No...looked up and listened to a few grouse drumming vids on youtube, and a couple warblers too. We have many species of woodpecker here, but this didn't sound anything like those, either.  This was odd, very distinctive...it was more like a "Ping" (brief pause) (engine cranking sound) followed by a metallic sounding warble...warble...like...imagine taking a hand saw, but make it about 3x larger and you might have the right pitch...then taking said saw, holding it at both ends, and flexing the blade back and forth so it produces sound, up and down the scale so it "warbles" I don't know, never heard anything like it before.  Keep in mind, I've spent my whole life on this side of town.  The three strangest things I've seen here are probably someone's pets that have gotten away or have been set free...those included a parrot, a python (a big one at that) and a ferret.  This happened about 11 or 12 at night, last fall.  The wooded area is pretty quiet at night, save for the occasional owl's call or coyote's howl, or deer or coon rustling around in the leaves...and the first sound in my original post.  I've heard that one on many occasions.

----------


## hunter63

So I guess you haven't taken a spotlight and go see what it was?.....Probably not.

Anyway, was it windy, calm, rainy, ....?

Heard a weird noise while out hunting, headed out in the dark....about day break, stated hearing a "warp'warp' kinda sound....wind was picking up about that time.....as it does when it get light out.

Found a piece of tin (steel) roofing stuck between to branches in a tree....when the wind blew it flexed, making the sound....Pretty weird.

----------


## WhiteHorse3340

I should take a picture of the back yard to give you guys an idea of the distance between me and the wooded area and the railroad tracks...

The nights that I usually hear the first sound are calm, and the night that I heard that second one was very calm.

----------


## edr730

As Hunter mentioned, the best way is to go out there.
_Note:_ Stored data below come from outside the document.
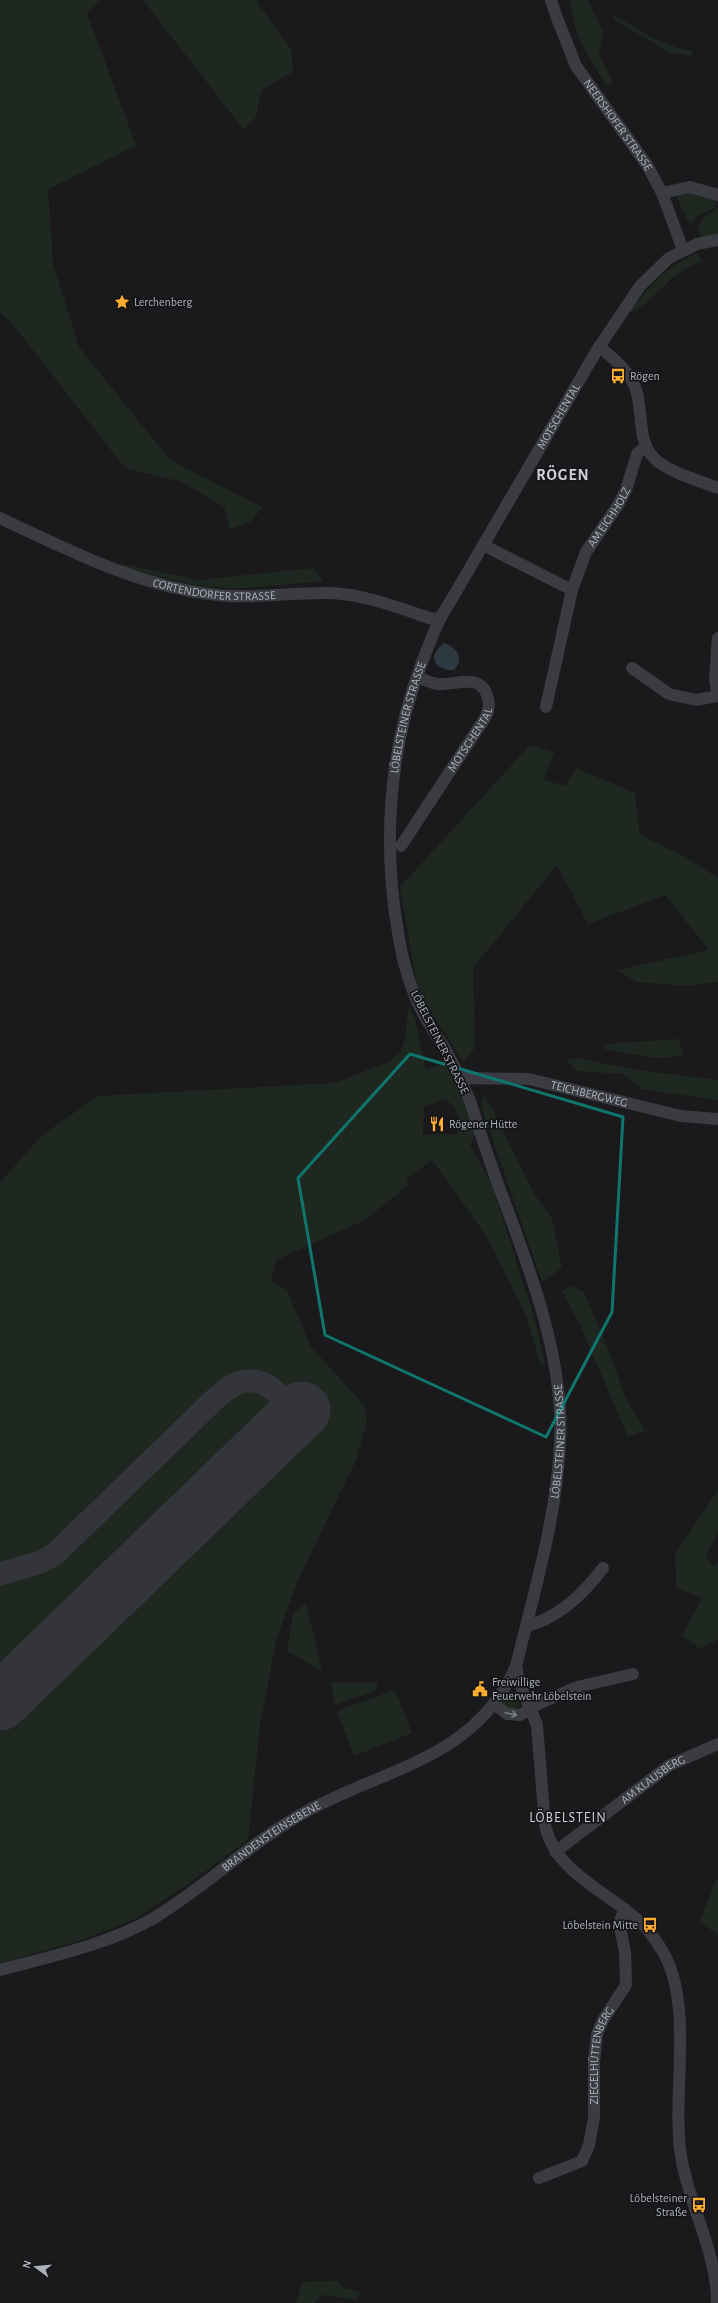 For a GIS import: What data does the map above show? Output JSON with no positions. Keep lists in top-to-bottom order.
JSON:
{
  "streets": {
    "street": [
      "NEERSHOFER STRASSE",
      "MOTSCHENTAL",
      "AM EICHHOLZ",
      "CORTENDORFER STRASSE",
      "LÖBELSTEINER STRASSE",
      "TEICHBERGWEG",
      "AM KLAUSBERG",
      "BRANDENSTEINSEBENE",
      "ZIEGELHÜTTENBERG"
    ]
  },
  "crossings": [
    ["NEERSHOFER STRASSE", "MOTSCHENTAL"],
    ["MOTSCHENTAL", "CORTENDORFER STRASSE"],
    ["MOTSCHENTAL", "LÖBELSTEINER STRASSE"],
    ["CORTENDORFER STRASSE", "LÖBELSTEINER STRASSE"],
    ["LÖBELSTEINER STRASSE", "TEICHBERGWEG"],
    ["LÖBELSTEINER STRASSE", "AM KLAUSBERG"],
    ["LÖBELSTEINER STRASSE", "BRANDENSTEINSEBENE"],
    ["LÖBELSTEINER STRASSE", "ZIEGELHÜTTENBERG"]
  ],
  "districts": ["RÖGEN", "LÖBELSTEIN"],
  "places": {
    "place": ["Lerchenberg"],
    "bus stop": ["Rögen", "Löbelstein Mitte", "Löbelsteiner Straße"],
    "restaurant": ["Rögener Hütte"],
    "public building": ["Freiwillige Feuerwehr Löbelstein"]
  },
  "north": "left"
}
If nothing more, at least you may pinpoint the area with the sound. You can bait the area. You can check snow covered or muddy paths for tracks. Check tree lines and other such areas where animals pass. Put out vegetables and meat. That way it will help determine what it eats and what it is. If something hits the bait, you could rake and clear or flour the area to see the tracks. 
I know people hear and see things that aren't really there. But, I don't want to accuse you of that. 
I've seen big cats, fishers and wolves in the woods and we aren't supposed to have them. Twice I've heard wolves howling from my driveway. I know what they sound like since my daughter had one for a pet. 
So check it out best you can. Because until you see it, it will be passed off as nothing.

----------


## WhiteHorse3340

Aye, I hear you there.  I really wish I could get my hands on a parabolic microphone...just so I could make a recording and post it up.  The ground is still soaked from all the freezing junk and rain we have had lately...and that part of the woods is still covered in snow.  It won't be until later on this year that I would be able to put out some flour.  That part of the woods is pretty quiet this time of year...whatever it is seems to stop as soon as the cold weather starts to hit.  Other than the occasional deer passing through at night, or water flowing through the creek, it's pretty quiet.  I live on the North Eastern edge of the city, and...true story...I'm so used to hearing the sounds of wild life that WHEN...on the RARE occasion I hear people talking, I have to stop and go...whaaaa...what is that?  I'll take some pics and post them up so you guys can get a better idea of what is going on in the area...  Actually...here:

Snarls.jpg

That red area that is outlined is the area where the whistling and the snarling is coming from...and the arrow is pointing to a sunroom...I sit outside at night on a picnic table underneath that sunroom to smoke, and that is when I usually hear "the sounds of the night".  You can't see it on that map, but on the edge of the woods closest to the house is where the creek is.  And the railroad tracks are off to the right, and I know you cannot tell elevation from an overhead pic like this, I'll take some over the weekend and post them.

----------


## WhiteHorse3340

Alright, got the pictures for that area, and they are in order here, from left to right.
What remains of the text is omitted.